La Fiscalía archivó la denuncia por presunto delito de odio, pero el fiscal delegado en esta materia sí citó en el auto que sus firmaciones fueron “profundamente desafortunadas”. El alcalde llegó a afirmar que el 80 % de los delitos que se cometen en su municipio son obra de inmigrantes ilegales y que sufren un problema muy grave con este fenómeno.

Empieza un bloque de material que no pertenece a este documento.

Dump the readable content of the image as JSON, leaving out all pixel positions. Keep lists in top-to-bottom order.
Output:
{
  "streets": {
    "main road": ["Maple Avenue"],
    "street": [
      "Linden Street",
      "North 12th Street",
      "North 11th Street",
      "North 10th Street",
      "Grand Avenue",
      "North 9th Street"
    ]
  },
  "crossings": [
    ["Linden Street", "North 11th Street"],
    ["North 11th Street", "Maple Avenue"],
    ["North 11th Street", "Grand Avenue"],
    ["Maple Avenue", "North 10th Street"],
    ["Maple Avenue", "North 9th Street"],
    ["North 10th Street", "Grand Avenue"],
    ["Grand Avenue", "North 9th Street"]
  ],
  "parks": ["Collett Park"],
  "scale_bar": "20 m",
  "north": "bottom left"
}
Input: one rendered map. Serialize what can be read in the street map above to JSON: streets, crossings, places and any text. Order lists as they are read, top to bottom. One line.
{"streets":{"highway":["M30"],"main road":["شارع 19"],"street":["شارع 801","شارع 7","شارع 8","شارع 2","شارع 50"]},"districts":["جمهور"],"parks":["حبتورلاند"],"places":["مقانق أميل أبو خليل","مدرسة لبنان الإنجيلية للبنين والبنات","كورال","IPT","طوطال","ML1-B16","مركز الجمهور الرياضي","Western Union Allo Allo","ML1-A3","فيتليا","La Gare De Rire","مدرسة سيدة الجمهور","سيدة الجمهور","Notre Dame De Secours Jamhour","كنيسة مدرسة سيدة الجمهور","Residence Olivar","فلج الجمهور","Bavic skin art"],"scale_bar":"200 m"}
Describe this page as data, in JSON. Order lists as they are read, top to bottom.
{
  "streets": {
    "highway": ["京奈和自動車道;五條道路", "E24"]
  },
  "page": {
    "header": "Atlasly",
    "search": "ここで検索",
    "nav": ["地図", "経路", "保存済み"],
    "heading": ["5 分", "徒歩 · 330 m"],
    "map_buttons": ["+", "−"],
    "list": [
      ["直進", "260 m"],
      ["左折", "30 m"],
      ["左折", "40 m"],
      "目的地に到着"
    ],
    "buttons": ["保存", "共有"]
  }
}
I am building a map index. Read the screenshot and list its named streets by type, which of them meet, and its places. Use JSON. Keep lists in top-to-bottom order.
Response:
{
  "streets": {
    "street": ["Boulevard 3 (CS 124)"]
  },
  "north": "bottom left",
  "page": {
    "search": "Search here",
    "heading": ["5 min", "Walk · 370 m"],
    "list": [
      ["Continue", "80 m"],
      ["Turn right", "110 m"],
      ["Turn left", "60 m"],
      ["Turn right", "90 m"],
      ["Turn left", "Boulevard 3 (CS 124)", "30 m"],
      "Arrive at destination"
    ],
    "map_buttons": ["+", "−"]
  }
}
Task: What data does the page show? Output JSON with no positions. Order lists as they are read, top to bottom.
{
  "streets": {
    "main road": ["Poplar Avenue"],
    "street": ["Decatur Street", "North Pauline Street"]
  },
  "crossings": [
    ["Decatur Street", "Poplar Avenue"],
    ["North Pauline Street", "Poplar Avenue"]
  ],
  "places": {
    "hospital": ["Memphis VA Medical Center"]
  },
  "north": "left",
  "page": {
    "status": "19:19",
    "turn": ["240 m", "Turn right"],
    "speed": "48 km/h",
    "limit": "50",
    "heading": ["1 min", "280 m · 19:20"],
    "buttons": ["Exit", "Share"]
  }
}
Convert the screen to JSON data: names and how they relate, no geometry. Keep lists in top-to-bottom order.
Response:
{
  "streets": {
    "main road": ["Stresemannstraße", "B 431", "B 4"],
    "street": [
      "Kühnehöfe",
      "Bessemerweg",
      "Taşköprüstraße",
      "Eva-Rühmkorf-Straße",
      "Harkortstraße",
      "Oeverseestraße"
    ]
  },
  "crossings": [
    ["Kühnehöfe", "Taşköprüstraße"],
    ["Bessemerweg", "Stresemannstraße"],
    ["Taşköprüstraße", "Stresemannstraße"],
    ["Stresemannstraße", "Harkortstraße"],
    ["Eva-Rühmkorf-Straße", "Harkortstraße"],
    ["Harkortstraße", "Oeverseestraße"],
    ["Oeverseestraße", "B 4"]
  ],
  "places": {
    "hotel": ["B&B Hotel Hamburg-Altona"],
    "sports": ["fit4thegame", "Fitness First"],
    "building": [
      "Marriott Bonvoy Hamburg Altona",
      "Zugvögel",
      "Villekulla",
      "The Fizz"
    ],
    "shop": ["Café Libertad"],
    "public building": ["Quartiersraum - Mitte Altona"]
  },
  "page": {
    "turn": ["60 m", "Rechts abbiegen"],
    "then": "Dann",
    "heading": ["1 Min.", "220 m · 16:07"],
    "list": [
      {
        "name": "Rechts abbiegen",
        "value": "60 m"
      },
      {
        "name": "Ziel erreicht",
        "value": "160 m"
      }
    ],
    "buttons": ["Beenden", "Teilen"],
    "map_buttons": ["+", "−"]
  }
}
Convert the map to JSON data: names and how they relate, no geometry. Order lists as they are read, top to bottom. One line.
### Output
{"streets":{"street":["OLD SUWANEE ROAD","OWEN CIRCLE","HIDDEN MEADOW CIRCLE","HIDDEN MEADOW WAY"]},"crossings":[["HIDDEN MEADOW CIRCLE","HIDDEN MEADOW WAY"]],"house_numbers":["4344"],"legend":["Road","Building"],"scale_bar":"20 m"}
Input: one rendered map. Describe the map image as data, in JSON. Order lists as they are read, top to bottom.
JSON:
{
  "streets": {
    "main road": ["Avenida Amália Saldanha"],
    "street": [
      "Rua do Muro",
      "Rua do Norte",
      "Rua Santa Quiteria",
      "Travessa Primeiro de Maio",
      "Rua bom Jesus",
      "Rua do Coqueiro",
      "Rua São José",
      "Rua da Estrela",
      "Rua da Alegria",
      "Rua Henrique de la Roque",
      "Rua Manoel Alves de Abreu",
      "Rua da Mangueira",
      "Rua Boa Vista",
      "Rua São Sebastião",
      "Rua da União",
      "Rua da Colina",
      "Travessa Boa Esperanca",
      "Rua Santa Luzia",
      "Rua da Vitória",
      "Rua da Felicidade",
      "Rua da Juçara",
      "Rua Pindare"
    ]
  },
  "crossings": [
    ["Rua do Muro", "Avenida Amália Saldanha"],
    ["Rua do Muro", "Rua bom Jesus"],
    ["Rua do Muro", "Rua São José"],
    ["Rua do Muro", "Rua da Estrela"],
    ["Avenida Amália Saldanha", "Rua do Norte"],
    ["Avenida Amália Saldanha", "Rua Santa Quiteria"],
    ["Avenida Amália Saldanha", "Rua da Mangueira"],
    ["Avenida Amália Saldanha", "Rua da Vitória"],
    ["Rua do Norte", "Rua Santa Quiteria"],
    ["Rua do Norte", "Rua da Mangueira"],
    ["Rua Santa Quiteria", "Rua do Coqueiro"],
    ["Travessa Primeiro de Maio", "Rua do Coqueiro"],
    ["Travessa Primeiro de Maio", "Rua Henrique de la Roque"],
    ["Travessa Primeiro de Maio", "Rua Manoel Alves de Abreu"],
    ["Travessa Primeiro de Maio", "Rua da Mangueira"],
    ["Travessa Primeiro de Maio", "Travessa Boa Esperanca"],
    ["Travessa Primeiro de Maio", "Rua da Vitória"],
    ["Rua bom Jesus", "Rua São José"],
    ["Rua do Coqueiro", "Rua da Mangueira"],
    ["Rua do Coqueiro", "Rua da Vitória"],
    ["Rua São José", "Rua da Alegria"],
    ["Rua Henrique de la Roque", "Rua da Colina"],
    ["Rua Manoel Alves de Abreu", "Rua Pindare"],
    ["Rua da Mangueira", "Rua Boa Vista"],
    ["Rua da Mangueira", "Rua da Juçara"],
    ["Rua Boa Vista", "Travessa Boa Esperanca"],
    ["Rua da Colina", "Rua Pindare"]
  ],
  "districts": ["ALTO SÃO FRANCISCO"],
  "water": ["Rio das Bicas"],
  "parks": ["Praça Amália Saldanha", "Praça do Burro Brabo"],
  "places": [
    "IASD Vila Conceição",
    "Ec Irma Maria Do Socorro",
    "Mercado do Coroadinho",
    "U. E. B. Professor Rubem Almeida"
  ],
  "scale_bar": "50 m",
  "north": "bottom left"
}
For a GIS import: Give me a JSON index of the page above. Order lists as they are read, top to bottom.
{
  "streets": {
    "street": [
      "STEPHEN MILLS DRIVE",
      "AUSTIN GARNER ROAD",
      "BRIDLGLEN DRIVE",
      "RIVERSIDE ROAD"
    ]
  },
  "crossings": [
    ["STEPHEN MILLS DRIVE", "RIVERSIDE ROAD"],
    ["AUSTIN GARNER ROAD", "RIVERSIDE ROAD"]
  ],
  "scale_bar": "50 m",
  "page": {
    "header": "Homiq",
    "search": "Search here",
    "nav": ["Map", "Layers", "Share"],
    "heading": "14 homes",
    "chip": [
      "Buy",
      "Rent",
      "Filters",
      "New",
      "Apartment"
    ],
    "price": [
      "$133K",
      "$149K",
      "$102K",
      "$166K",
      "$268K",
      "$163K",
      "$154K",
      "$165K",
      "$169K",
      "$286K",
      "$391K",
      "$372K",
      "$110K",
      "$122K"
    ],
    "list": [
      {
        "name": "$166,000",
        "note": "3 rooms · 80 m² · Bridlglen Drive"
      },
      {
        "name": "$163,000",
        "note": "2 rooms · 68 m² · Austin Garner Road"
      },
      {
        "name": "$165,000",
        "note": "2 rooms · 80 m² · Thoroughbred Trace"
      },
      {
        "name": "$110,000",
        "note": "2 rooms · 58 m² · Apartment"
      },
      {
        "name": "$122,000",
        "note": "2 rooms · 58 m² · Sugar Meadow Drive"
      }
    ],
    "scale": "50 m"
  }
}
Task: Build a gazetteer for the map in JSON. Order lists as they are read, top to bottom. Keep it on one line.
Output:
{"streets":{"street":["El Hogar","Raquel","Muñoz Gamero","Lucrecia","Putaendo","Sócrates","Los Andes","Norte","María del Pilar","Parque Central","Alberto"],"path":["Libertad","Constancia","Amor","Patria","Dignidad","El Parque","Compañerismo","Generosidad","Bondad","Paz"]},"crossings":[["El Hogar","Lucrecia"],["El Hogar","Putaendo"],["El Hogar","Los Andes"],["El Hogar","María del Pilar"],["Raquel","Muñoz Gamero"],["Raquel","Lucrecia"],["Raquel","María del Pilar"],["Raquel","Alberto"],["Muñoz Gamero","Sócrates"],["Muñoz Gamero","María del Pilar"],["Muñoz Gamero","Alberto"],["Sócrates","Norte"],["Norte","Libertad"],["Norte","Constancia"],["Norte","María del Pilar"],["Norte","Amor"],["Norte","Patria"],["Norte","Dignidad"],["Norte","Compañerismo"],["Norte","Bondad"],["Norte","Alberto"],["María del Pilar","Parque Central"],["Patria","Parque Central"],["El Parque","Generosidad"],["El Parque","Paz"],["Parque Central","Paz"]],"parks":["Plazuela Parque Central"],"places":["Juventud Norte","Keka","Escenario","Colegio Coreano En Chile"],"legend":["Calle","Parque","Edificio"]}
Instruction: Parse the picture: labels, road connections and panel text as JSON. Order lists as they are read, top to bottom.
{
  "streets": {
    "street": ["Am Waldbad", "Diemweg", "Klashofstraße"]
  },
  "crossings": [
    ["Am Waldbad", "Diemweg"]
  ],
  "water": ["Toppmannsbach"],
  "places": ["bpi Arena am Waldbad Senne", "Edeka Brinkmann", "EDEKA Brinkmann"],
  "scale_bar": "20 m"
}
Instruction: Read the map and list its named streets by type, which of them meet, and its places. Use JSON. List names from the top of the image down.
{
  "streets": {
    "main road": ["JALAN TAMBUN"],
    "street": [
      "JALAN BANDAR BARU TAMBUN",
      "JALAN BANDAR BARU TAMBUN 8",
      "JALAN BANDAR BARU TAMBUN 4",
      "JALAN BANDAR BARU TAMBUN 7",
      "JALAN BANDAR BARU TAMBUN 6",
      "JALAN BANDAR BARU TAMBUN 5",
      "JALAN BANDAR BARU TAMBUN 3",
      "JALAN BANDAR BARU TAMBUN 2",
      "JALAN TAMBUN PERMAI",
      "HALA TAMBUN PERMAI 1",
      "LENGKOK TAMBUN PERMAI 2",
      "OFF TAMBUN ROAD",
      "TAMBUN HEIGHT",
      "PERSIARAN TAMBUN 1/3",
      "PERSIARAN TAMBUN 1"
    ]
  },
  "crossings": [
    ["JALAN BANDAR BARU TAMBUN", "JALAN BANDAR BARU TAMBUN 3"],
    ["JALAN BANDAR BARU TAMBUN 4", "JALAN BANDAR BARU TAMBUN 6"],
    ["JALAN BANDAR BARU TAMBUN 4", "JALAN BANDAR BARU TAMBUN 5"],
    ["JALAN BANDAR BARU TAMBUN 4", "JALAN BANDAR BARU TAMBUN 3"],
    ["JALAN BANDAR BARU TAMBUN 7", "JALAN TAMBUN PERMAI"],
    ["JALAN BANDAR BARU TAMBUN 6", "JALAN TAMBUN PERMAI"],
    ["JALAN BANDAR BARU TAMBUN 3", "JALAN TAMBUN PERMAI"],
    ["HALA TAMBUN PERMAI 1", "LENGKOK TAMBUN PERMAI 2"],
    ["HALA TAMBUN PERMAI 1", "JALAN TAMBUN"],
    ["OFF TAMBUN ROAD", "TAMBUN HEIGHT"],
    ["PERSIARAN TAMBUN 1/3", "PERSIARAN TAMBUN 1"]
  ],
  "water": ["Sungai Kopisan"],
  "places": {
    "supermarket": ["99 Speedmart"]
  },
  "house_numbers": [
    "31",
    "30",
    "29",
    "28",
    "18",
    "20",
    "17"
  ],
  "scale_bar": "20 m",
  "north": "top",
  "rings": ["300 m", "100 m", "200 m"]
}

“Con una persona que lleve esto encima -en referencia al machete-, lo mínimo que deberíamos hacer es mandarla a su país”, afirmaba, mientras el fiscal indicó que perseguía hacer una crítica a la labor del Gobierno en materia de inmigración, pero “parece confundir dos fenómenos de naturaleza diferente, como son la delincuencia y la inmigración irregular”. 

¿Por qué no tiene chófer?

El alcalde de Cartaya usa sus redes sociales para mensajes de distinta índole. Esta semana acompañó a un grupo de vecinos al Congreso de los Diputados, y lo hizo sin usar coche oficial. “Porque pedí el presupuesto de lo que costaba el último chófer de un alcalde en Cartaya, y con ese dinero tengo para pagar un plan de asfaltado completo”. Por ahora, no ha anunciando cuándo realizará el citado plan de asfaltado.